Not too long after we moved to Omaha in 1970, my parents both joined choruses that sing in "barbershop style" (four-part a cappella emphasizing major and dominant-seventh chords) ... my father the Omaha Central Statesmen, a chapter of the Society for the Preservation and Encouragement of Barbershop Singing in America—yeah, quite a mouthful—and Mom the local chapter of Sweet Adelines, just known as the Omaha Chapter. Through the Omaha Chapter, Mom met many women who would become dear, close friends, and would therefore become friends of the family.
One of them was Judy Aden.
Judy was a lively, vibrant woman with a wicked sense of humor and almost unfailing optimism. Together with Mom, Judy wrote many of the Chapter's annual shows; she later became the assistant director and then the director.

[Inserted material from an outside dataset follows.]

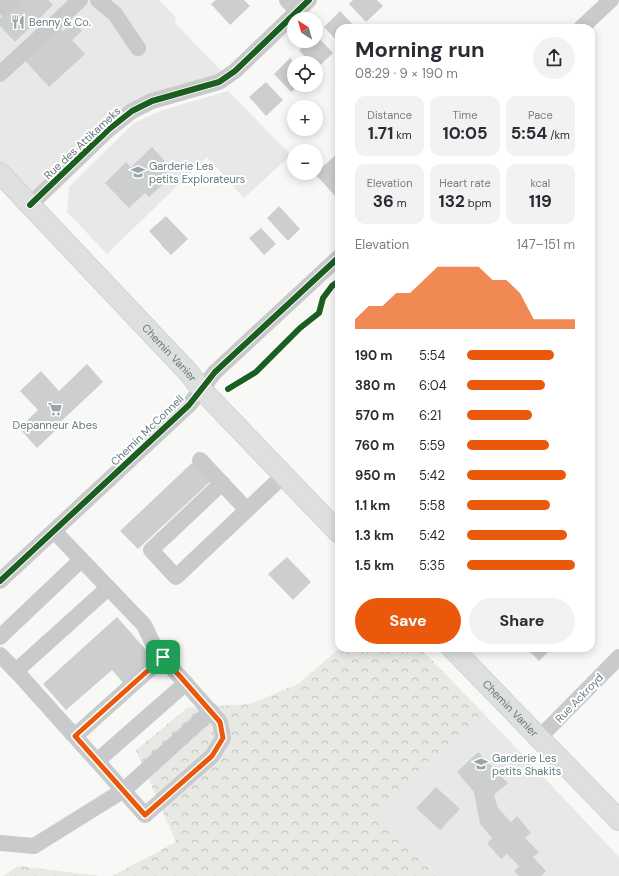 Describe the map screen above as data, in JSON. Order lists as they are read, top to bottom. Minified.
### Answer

Judy and Mom and some other women from the chapter regularly shared rooms as the chapter traveled throughout the region and the US. Such was the bond that each of them regularly showed up at family events, like children's birthday parties, graduations, weddings and holiday barbecues; it was inevitable that, after The Divine Secrets of the Ya-Ya Sisterhood came out and rode to the top of the NYT best-seller lists, they would call themselves "the Ya-Yas".
She did a lot more, of course. If you read the obituary from the Omaha World-Herald, you'll see she worked with a lot of organizations, including the Jewish Community Center, an American Legion post, the Executive Women's Golf Association's Rally for a Cure, University of Nebraska Medical Center's Gala for Hope and the Omaha Chamber of Commerce.Whatever she did, she did thoroughly, with passion and professionalism and unbounded confidence in success.
One of my most treasured memories of Judy was when my maternal grandmother passed away: Judy brought a plant. Not flowers ... a plant. Why? Because cut flowers are essentially dead flowers that are thrown away after a few days; Judy wanted to bring something that would be alive, because memories of those whom we love should be tied to living things.
Judy had had cancer at least once before, and had survived it. This time around, though, it was a particularly aggressive form of leukemia. Through the magic of Facebook, I followed her as she took every possible step to beat it; not at any time, which must have seen plenty of suffering, did she show anything less than her customary hope and faith. Alas, this time the Reaper would not be denied. On Monday, January 24, she died of multiple organ failure. She was a bright star in so many people's lives, and she will be missed.
Requiem aeternam dona ei, Domine, et lux perpetua luceat ei.